EXERCISE: Transcribe exactly the lines from the one containing "Instruction: Summarize the" through the end of the entries, including both the first and the last, and nothing else.

SUPPLIED RECORDS:
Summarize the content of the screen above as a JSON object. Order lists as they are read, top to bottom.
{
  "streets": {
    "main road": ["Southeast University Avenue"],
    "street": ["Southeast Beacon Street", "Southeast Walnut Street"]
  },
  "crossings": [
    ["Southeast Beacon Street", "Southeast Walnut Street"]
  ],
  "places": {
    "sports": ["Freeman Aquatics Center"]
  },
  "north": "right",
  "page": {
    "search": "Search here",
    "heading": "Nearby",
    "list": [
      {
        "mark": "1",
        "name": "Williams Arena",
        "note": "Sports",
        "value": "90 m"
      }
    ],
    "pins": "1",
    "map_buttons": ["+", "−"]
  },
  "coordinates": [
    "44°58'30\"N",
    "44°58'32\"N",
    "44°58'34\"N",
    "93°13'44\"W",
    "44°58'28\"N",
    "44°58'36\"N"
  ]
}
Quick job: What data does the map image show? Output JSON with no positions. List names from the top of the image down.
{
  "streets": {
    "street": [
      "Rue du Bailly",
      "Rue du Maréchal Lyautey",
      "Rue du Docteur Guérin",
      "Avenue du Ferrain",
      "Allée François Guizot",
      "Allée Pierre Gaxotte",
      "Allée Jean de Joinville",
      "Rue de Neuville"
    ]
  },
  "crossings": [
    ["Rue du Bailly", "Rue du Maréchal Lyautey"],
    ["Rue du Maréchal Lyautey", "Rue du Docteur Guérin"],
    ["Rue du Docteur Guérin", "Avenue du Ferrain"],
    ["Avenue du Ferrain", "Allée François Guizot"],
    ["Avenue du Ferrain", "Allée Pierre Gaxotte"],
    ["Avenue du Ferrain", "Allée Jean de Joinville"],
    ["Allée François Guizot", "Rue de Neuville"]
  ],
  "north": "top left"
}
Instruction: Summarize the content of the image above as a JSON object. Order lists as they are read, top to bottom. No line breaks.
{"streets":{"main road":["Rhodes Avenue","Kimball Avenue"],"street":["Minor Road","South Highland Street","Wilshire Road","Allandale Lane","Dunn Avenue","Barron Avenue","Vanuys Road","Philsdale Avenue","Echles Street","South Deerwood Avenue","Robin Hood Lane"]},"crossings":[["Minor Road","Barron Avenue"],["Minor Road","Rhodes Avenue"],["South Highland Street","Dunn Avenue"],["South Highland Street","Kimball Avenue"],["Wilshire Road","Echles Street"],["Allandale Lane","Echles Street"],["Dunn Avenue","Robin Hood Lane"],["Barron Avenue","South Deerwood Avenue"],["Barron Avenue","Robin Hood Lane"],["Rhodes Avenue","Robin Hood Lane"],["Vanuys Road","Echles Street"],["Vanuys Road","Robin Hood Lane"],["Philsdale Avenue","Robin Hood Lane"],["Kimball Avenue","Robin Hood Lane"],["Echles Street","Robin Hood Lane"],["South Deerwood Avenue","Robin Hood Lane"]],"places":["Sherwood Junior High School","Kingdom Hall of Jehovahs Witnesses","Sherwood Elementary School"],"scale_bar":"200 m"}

TASK SOLUTION:
Instruction: Summarize the content of the image above as a JSON object. Order lists as they are read, top to bottom. No line breaks.
{"streets":{"main road":["Rhodes Avenue","Kimball Avenue"],"street":["Minor Road","South Highland Street","Wilshire Road","Allandale Lane","Dunn Avenue","Barron Avenue","Vanuys Road","Philsdale Avenue","Echles Street","South Deerwood Avenue","Robin Hood Lane"]},"crossings":[["Minor Road","Barron Avenue"],["Minor Road","Rhodes Avenue"],["South Highland Street","Dunn Avenue"],["South Highland Street","Kimball Avenue"],["Wilshire Road","Echles Street"],["Allandale Lane","Echles Street"],["Dunn Avenue","Robin Hood Lane"],["Barron Avenue","South Deerwood Avenue"],["Barron Avenue","Robin Hood Lane"],["Rhodes Avenue","Robin Hood Lane"],["Vanuys Road","Echles Street"],["Vanuys Road","Robin Hood Lane"],["Philsdale Avenue","Robin Hood Lane"],["Kimball Avenue","Robin Hood Lane"],["Echles Street","Robin Hood Lane"],["South Deerwood Avenue","Robin Hood Lane"]],"places":["Sherwood Junior High School","Kingdom Hall of Jehovahs Witnesses","Sherwood Elementary School"],"scale_bar":"200 m"}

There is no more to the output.